The initial finding was from an epigenome-wide association study (EWAS) on anxiety in the cross-sectional, population-based KORA F4 study of 1,522 adults (age 32-72 years) recruited from the city of Augsburg and the two adjacent counties in the south of Germany who were administered the Generalized Anxiety Disorder instrument. Whole blood DNA methylation and circulating levels of inflammatory markers (hs-CRP and IL-18) were measured and compared in individuals with or without anxiety. Anxiety associated with an increase of almost 50% of CpG methylation in the promoter of Asb1, a gene located on chromosome 2q37, which encodes a protein with 335 amino acids.

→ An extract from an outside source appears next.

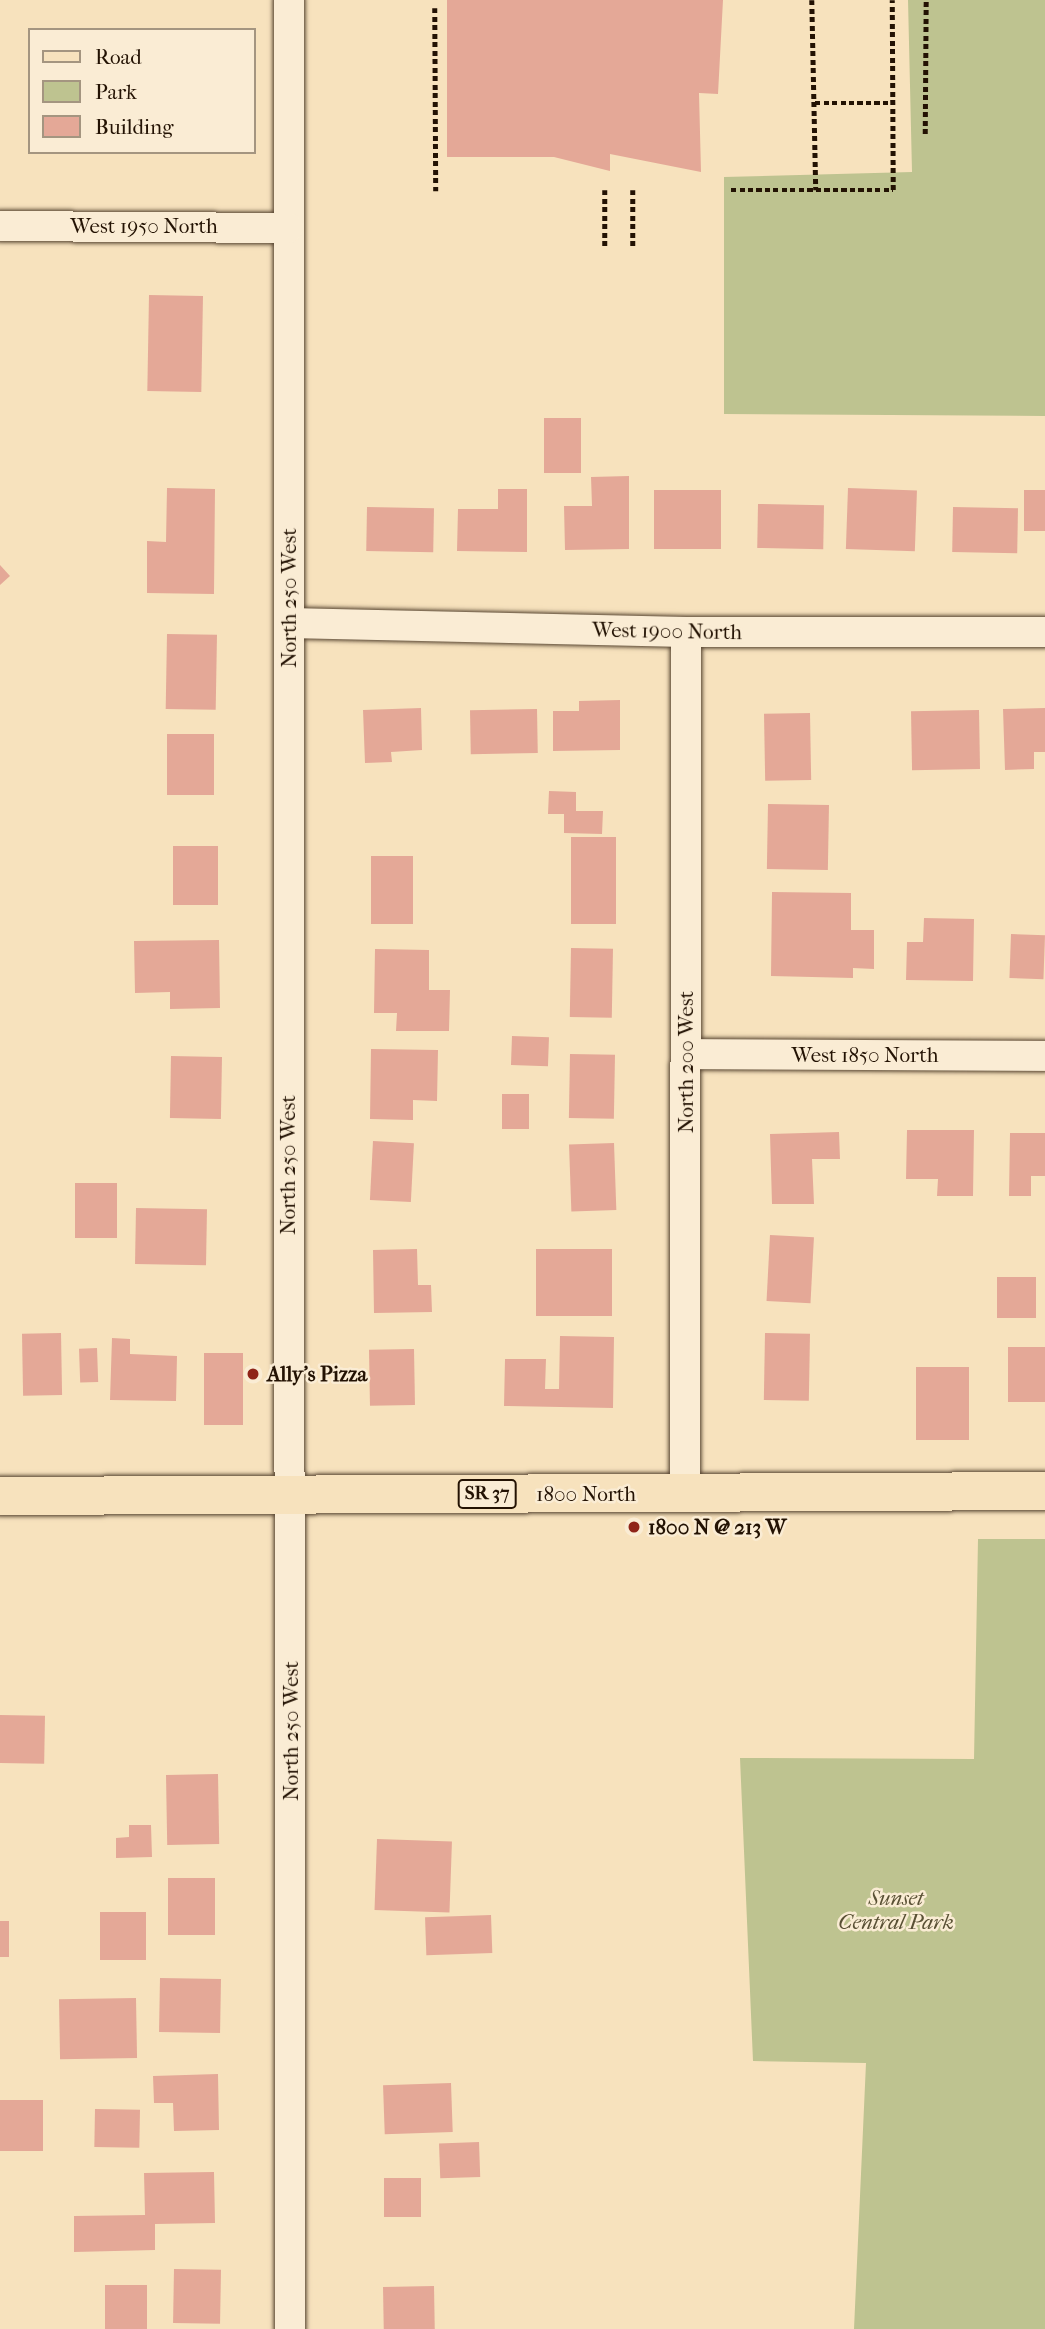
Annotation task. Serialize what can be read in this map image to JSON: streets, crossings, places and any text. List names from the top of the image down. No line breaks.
{"streets":{"main road":["SR 37","1800 North"],"street":["West 1950 North","North 250 West","West 1900 North","West 1850 North","North 200 West"]},"crossings":[["West 1950 North","North 250 West"],["North 250 West","West 1900 North"],["North 250 West","1800 North"],["West 1900 North","North 200 West"],["West 1850 North","North 200 West"],["North 200 West","1800 North"]],"parks":["Sunset Central Park"],"places":["Ally's Pizza","1800 N @ 213 W"],"legend":["Road","Park","Building"]}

The ASB1 protein is a member of the ankyrin repeat and SOCS box-containing (ASB) family of proteins and is expressed in a number of tissues, including blood cells and brain. This protein has been shown to be involved in both the nervous and immune systems. The work was conducted by Dr. Rebecca Emeny and colleagues as part of the Mental Health working group headed by Prof. Karl-Heinz Ladwig, Institute of Epidemiology II (EPI II) at the Helmholtz Zentrum München (HMGU).

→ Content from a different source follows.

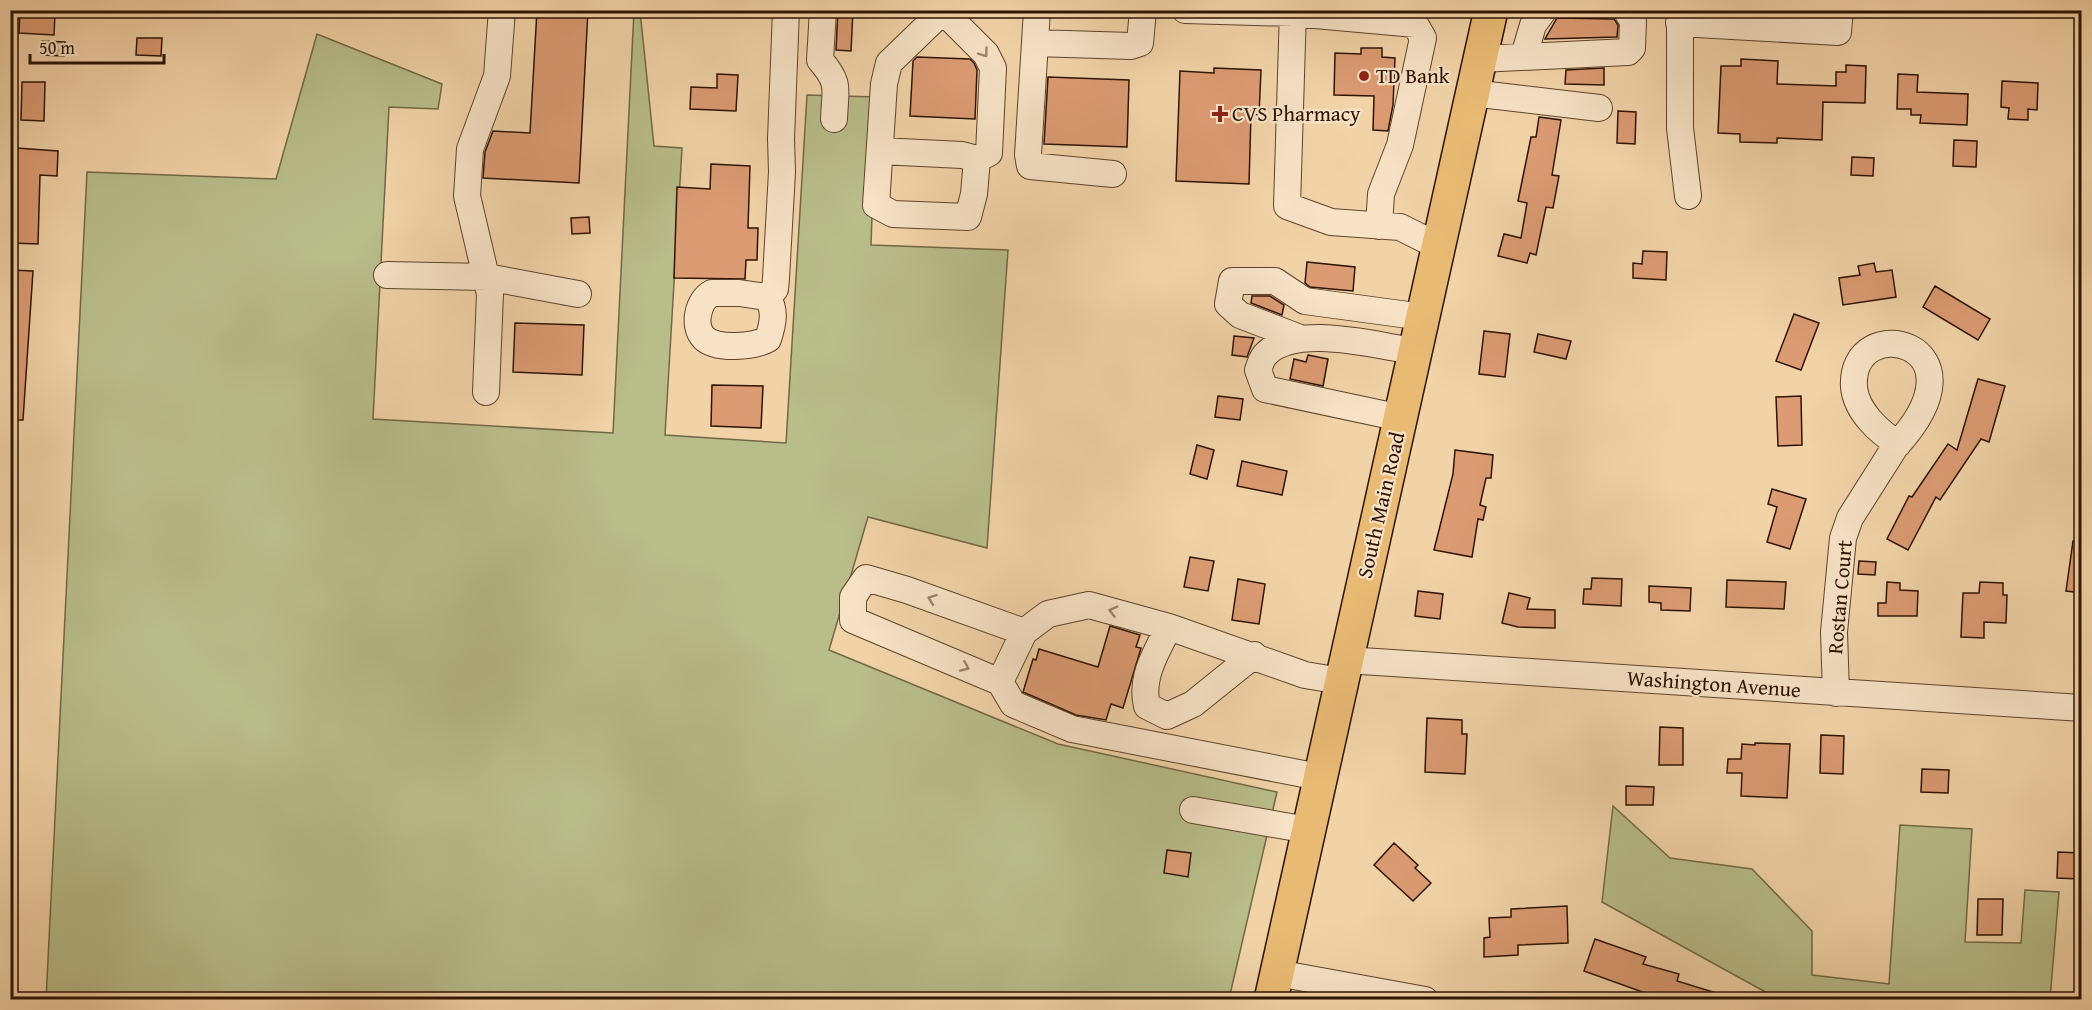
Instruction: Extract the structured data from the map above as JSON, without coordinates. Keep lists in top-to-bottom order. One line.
{"streets":{"main road":["South Main Road"],"street":["Rostan Court","Washington Avenue"]},"crossings":[["South Main Road","Washington Avenue"],["Rostan Court","Washington Avenue"]],"places":{"other":["TD Bank"],"health":["CVS Pharmacy"]},"scale_bar":"50 m"}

The population-based results suggested epigenetic regulation of the stress-responsive Asb1 gene in severe anxiety which was then validated in a study of patients with anxiety disorders recruited at the Max Planck Institute of Psychiatry (MPIP, 131 non-medicated cases and 169 controls). These findings in humans were then reverse-translated in a mouse model of acute social defeat stress by the MPIP collaborators led by Dr. Elisabeth Binder.
While future studies need to mechanistically dissect the functional relationship between Asb1 methylation and expression and inflammatory consequences in the context of both acute and chronic anxiety, these studies suggest that the altered regulation of Asb1 in response to acute stress is specific for peripheral blood and may be relevant for changes in levels of peripheral inflammation. This adds to the mounting evidence of immunologically distinct mechanisms that may underlie pathogenesis of stress-related disorders and contributes to the aim of the Helmholtz Zentrum München to develop new approaches for the diagnosis, therapy and prevention of these most common mental health diseases.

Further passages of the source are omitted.